Extracted data »
►

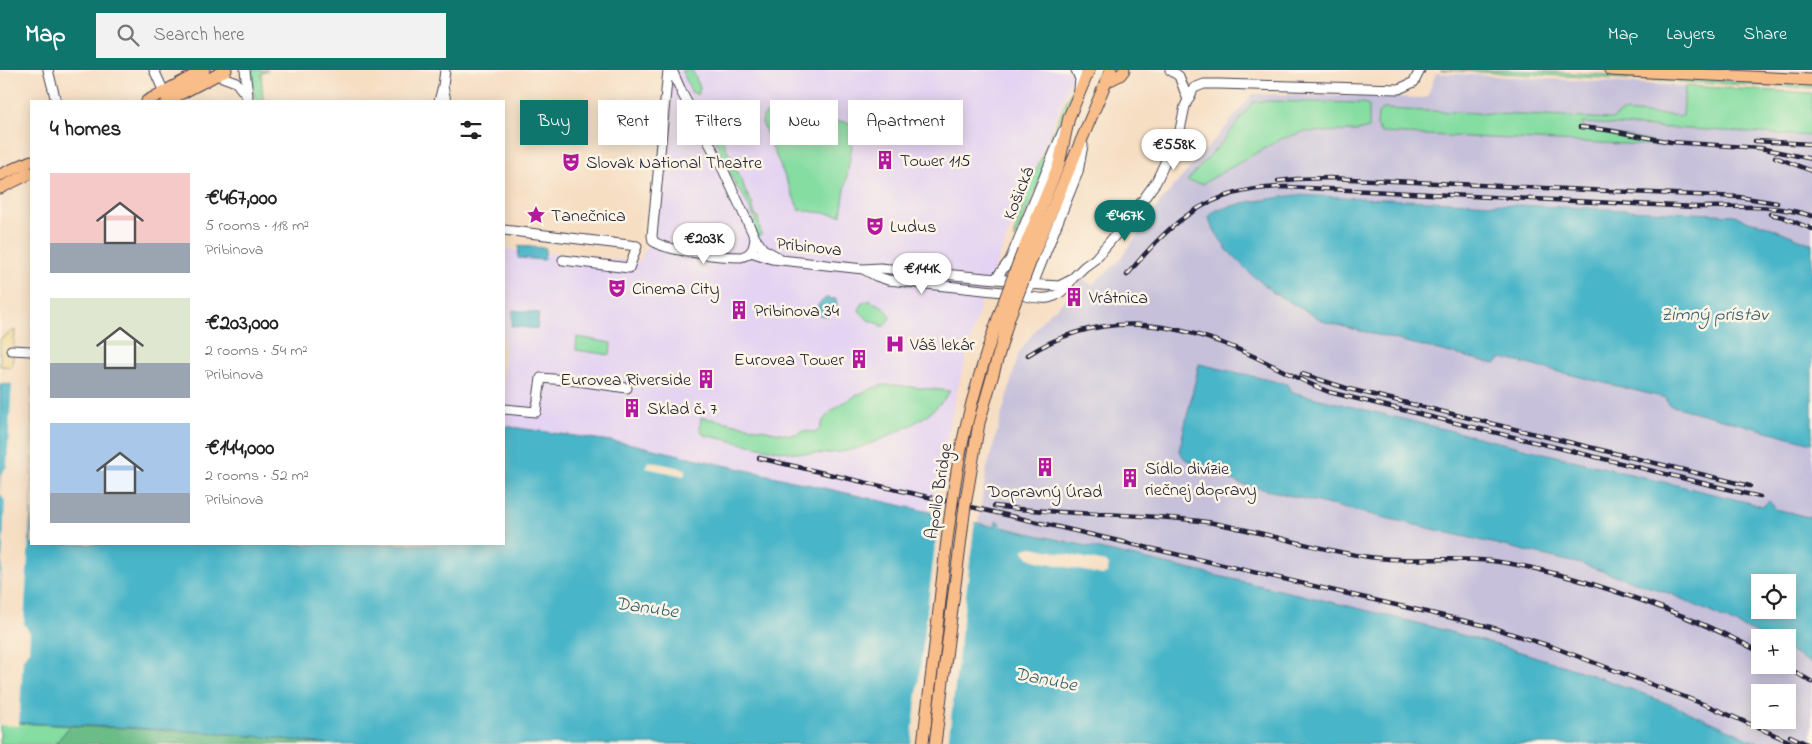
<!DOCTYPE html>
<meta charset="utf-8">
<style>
:root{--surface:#fff;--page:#f2f2f2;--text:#222;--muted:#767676;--accent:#0f766e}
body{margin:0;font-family:"Indie Flower",sans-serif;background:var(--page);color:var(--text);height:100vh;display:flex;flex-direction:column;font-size:19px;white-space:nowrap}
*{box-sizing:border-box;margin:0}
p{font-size:16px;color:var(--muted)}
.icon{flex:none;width:28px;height:28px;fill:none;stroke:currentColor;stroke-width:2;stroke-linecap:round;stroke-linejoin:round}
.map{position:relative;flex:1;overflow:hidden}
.drawer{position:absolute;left:30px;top:30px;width:475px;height:445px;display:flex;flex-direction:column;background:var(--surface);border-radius:0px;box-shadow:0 2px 12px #0003}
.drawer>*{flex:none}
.guide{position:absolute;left:520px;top:30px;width:475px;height:45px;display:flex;gap:10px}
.tools{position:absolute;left:1751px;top:504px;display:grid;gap:10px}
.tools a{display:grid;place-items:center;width:45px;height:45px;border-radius:0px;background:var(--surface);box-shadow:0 2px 12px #0003;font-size:25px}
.price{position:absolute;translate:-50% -42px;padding:0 11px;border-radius:18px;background:#fff;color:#222;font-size:16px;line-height:32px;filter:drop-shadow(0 1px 2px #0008)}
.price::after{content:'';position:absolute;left:50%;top:30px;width:15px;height:11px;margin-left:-8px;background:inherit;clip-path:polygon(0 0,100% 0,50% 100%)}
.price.current{background:var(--accent);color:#fff}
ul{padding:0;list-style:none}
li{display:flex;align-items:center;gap:15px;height:125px;padding:0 20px}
li span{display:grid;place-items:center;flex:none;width:140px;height:100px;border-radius:0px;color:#555}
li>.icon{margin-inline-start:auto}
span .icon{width:60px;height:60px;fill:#fffc;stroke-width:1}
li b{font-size:21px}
h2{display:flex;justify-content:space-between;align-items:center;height:60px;padding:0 20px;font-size:21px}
.pill{padding:0 18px;border-radius:0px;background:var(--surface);box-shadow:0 2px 12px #0003;font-size:18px;line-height:45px}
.pill.current{background:var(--accent);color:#fff}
header{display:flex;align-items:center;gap:30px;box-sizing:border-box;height:70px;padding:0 25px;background:var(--accent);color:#fff}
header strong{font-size:24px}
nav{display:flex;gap:28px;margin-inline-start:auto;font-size:18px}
.search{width:350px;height:45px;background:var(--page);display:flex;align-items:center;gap:12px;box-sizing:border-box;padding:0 18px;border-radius:0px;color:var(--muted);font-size:19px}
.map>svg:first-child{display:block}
</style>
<header>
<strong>Map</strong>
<div class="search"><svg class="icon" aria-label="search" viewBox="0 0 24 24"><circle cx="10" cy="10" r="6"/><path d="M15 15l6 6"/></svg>Search here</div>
<nav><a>Map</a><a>Layers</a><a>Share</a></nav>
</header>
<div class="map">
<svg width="1812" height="674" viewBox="0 0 1812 674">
<rect width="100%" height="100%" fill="#fcf5e5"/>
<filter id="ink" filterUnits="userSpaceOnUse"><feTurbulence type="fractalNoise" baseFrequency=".02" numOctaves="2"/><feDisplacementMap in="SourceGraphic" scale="10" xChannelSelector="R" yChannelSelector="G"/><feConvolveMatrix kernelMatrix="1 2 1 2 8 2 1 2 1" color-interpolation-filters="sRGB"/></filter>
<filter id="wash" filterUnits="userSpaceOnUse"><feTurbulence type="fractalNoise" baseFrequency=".0096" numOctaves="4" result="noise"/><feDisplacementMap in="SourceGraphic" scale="20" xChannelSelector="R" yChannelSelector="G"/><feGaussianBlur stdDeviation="1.12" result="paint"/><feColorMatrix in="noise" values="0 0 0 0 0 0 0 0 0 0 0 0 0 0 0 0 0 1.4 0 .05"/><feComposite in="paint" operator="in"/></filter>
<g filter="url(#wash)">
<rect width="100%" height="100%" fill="#f6dec3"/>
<path fill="#e4d3f2" d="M672,0H1064L1074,3L982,229L957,320L936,419L928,442L632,374L504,356V179L639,192L655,161L661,95H668L672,60L668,32Z"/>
<path fill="#c6c0da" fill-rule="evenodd" d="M1436,3L1812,23V174L1762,154L1744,150L1734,145L1296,125L1243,133L1214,141L1211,155L1227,180L1252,205L1495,294L1502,288L1666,328L1669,335L1812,373V448L1776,439L1769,431L1763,436L1291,322L1287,313L1199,295L1179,381L1581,494L1671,524L1728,549L1764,567L1760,568V595H1788V580L1812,594V674H1759L1660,629L1548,590L1392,546L1001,457L1000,452H996V458L978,453L987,398L1019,283L1043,249L1063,232L1083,209L1092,215L1117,193L1161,131L1226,57L1253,24L1427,28ZM1760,622H1788V650H1760Z"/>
<path fill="#85dda2" stroke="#54806e" d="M251,0H268L261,3L263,30L277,31H256L252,16Z
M682,0H692L700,17L698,25L691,22Z
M1440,0H1510L1812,15V18Z
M1076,9L1074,19L1040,109L1015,169L1014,164L1027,120Z
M1685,16L1812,23V66L1582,53L1585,60L1637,68L1668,76L1381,63L1377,56L1378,43L1384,39L1612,49L1622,42L1683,46Z
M1266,31L1363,33L1369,35V58L1357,61L1303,62L1281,69L1202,114L1187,111L1224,70L1253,32Z
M767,43L846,52L855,55L841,145L799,140L762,53L763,46Z
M715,53L729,84L734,88V97L742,110L745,121L752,133L755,145L758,147L761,165L758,167L751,153L756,151L743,125L736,116L709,56Z
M871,230V232C880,234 889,239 890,248L884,256H880V254L868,250L859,241L862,233Z
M577,267L611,273L610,285L576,280Z
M893,315L950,321C938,340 917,353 897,362C884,368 871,374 858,378C808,393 753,375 704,365L700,359L701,347L791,365L804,361L815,362L820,359C821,342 858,323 874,318C880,315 887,315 893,315Z
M0,652L70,656L55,674H0Z"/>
<path fill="#6cbc88" stroke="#476f62" d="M70,656C156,659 242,663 327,674H55Z"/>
<path fill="#eeda9e" stroke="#887e6c" d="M15,260L12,297L0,296V269Z"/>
<path fill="#4ab5c8" stroke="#366c82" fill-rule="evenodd" d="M1296,125L1735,145L1744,150L1762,154L1812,174V373L1669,335L1666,328L1502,288L1495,294L1325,252L1274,223L1252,205L1227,180L1211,155L1209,147L1214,141L1243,133Z
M519,176L546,178L544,190L518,188Z
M826,228L836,229L837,236L828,246L819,245C813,238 820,232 826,228Z
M513,240L539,243L537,259L511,256Z
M1199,294L1287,314L1291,322L1763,436L1769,431L1776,439L1812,448V594L1788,580V568L1764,567L1671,524L1581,494L1241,414L1185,389L1179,381ZM1760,512H1788V540H1760Z
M0,314L31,316V474H504V356L632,374L995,457L996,451L1000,452L1001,457C1095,478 1189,499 1284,521C1446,558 1609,600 1759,674H327C219,660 109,657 0,652Z"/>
<path fill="#f6dec3" d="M12,312L31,313V432L24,554L30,563L29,581L23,589L19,656L0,655V531L5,431L0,423V419L1,405L7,396Z
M648,391L686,399L684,406L646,398Z
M939,442L975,450L948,674H911Z
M1032,477L1105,492L1109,495L1107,504L1102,505L1034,490L1030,488L1022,480Z"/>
</g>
<g filter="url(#ink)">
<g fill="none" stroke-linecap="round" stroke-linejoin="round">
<g stroke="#423e4f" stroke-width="11">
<path id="minor" d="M48,0L56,31
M154,0L164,22
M245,0L248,25
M668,0L652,166L653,171C665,181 724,187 741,187C752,184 754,178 755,168
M672,0L682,23L720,93L755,168L763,179L778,187
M1076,0L1080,9L1079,19
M1170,0L1179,6L1188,30
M217,5L236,12L248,28
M443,16L446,31
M439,31L443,16L445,0
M504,160L637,176L629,198L563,190
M751,182L772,189L863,199L880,198L1007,210
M863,199L876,206L888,210L1003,222
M996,208L1010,190L1063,61
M1028,214L1059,216L1071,210L1084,197L1095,189L1129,149L1156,112L1180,60L1185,36L1194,18L1204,14H1219L1399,19L1414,12L1420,0
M1021,225L1033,214L1078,102L1083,75
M1021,225C1043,230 1057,232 1071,211
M11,280L31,281
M538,329L541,308L578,311L627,318
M504,339L536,342L537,334"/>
</g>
<g stroke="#423e4f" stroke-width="13">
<path id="major" d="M1610,0L1812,10
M1106,12L1120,5L1124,0
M147,31L204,0
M167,31L226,0
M0,105L31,91
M0,118L31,103
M1023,181L1059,94L1069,47L1089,0
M1033,185L1111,0
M923,674L932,601"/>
</g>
<use href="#minor" stroke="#fff" stroke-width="9"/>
<use href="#major" stroke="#f9bd89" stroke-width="11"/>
<g stroke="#22223b" stroke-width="4.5">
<path id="rail" d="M1580,57L1607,60L1671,72L1760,78L1812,89
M1755,71L1812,74
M1775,87L1812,101
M1278,111L1297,109L1329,108L1739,127L1777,133
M1770,144L1783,147L1812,159
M1127,205C1173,149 1210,117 1287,117L1696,137C1735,137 1775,134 1812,146
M1028,285C1101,238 1178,251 1253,286C1279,298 1303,312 1329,322L1760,427
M1302,304L1349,319L1750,416
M759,388L1487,556L1553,577L1711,637L1795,674
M994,436C1065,446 1137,442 1207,452C1262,461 1315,480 1369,487C1410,493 1451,486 1492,491C1526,495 1559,504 1592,514C1650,532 1706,553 1760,582
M1783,595L1812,612
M1790,666L1807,674"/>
</g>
<use href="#rail" stroke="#fcf5e5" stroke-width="2.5" stroke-dasharray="8" stroke-linecap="butt"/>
<g stroke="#423e4f" stroke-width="13" stroke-linecap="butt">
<path id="major-bridge" d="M932,601C941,527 947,452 961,379C975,311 998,246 1023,181
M935,674L965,436L979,353L1009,248L1033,185"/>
</g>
<use href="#major-bridge" stroke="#f9bd89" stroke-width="11"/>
</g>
</g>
<defs>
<g id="building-bare" transform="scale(1.5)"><path d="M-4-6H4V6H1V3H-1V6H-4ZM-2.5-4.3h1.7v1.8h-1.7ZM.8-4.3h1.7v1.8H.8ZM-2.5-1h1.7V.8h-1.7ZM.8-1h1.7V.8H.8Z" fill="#b5179e" stroke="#fcf5e5" stroke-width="2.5" paint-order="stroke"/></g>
<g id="theatre-bare" transform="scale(1.5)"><path d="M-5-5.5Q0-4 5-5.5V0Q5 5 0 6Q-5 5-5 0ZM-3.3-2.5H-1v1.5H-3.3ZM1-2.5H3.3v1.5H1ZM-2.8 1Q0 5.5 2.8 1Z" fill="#b5179e" stroke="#fcf5e5" stroke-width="2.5" paint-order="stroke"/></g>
<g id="sight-bare" transform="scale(1.5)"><path d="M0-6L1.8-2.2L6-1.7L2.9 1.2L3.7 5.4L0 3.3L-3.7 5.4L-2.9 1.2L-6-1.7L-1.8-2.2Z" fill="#b5179e" stroke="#fcf5e5" stroke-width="2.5" paint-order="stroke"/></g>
<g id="hospital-bare" transform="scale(1.5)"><path d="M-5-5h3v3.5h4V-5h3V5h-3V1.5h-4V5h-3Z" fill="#b5179e" stroke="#fcf5e5" stroke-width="2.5" paint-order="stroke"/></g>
</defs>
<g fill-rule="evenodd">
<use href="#building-bare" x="885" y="90"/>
<use href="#theatre-bare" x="571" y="92"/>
<use href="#sight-bare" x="536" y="145"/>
<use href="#theatre-bare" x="875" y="156"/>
<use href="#theatre-bare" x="617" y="218"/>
<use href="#building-bare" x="1074" y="227"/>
<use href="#building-bare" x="739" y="240"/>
<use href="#hospital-bare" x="895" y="274"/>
<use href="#building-bare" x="859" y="289"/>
<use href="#building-bare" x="706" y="309"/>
<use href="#building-bare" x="632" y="338"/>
<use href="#building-bare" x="1045" y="397"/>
<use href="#building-bare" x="1130" y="408"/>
</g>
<g text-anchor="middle" stroke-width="5" stroke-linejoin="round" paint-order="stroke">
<g font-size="18" fill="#22223b" stroke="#fcf5e5" text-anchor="start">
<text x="900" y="96">Tower 115</text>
<text x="586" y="98">Slovak National Theatre</text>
<text x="551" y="151">Tanečnica</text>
<text x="890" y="162">Ludus</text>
<text x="632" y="224">Cinema City</text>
<text x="1089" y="233">Vrátnica</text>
<text x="754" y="246">Pribinova 34</text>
<text x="910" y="280">Váš lekár</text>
<text x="844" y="295" text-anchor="end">Eurovea Tower</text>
<text x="691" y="315" text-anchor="end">Eurovea Riverside</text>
<text x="647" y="344">Sklad č. 7</text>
<text x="1145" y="404">Sídlo divízie<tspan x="1145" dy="21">riečnej dopravy</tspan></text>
<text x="1045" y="427" text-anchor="middle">Dopravný Úrad</text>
</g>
<g font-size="18" fill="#22223b" stroke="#fcf5e5">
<text transform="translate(1018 123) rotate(-68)" y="6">Košická</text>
<text transform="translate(809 176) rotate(6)" y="6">Pribinova</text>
<text transform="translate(938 421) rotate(-81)" y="6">Apollo Bridge</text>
</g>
<g font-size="19" font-style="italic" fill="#325d73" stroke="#fcf5e5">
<text x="1714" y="250">Zimný prístav</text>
<text transform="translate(647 536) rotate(8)" y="7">Danube</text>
<text transform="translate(1046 608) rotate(11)" y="7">Danube</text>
</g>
</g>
</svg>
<div class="tools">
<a><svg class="icon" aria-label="locate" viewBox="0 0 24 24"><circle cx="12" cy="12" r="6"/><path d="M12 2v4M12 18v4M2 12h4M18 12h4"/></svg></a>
<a>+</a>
<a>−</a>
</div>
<b class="price" style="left:1174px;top:101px">€558K</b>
<b class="price current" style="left:1125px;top:172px">€467K</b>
<b class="price" style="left:704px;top:195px">€203K</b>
<b class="price" style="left:922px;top:225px">€144K</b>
<div class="guide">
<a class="pill current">Buy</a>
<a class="pill">Rent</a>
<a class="pill">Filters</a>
<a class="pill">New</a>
<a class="pill">Apartment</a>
</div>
<section class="drawer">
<h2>4 homes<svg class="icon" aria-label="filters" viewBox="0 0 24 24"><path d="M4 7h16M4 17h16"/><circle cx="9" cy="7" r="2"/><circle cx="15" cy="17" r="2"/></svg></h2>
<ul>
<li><span style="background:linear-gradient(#f6c9c9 70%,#9aa5b1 0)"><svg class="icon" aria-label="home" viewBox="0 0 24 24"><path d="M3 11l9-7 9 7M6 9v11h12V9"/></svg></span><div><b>€467,000</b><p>5 rooms · 118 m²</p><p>Pribinova</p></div></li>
<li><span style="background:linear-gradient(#dfe7d0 65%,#9aa5b1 0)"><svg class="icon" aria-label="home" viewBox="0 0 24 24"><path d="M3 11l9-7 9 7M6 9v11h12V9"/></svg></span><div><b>€203,000</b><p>2 rooms · 54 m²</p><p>Pribinova</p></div></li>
<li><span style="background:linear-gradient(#a9c7e8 70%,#9aa5b1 0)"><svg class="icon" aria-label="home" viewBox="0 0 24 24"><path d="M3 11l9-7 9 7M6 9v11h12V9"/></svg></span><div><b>€144,000</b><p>2 rooms · 52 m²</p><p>Pribinova</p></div></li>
</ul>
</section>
</div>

◄

What to do »
Copy every line of the material above in which the word "wash" appears.

Your response »
<filter id="wash" filterUnits="userSpaceOnUse"><feTurbulence type="fractalNoise" baseFrequency=".0096" numOctaves="4" result="noise"/><feDisplacementMap in="SourceGraphic" scale="20" xChannelSelector="R" yChannelSelector="G"/><feGaussianBlur stdDeviation="1.12" result="paint"/><feColorMatrix in="noise" values="0 0 0 0 0 0 0 0 0 0 0 0 0 0 0 0 0 1.4 0 .05"/><feComposite in="paint" operator="in"/></filter>
<g filter="url(#wash)">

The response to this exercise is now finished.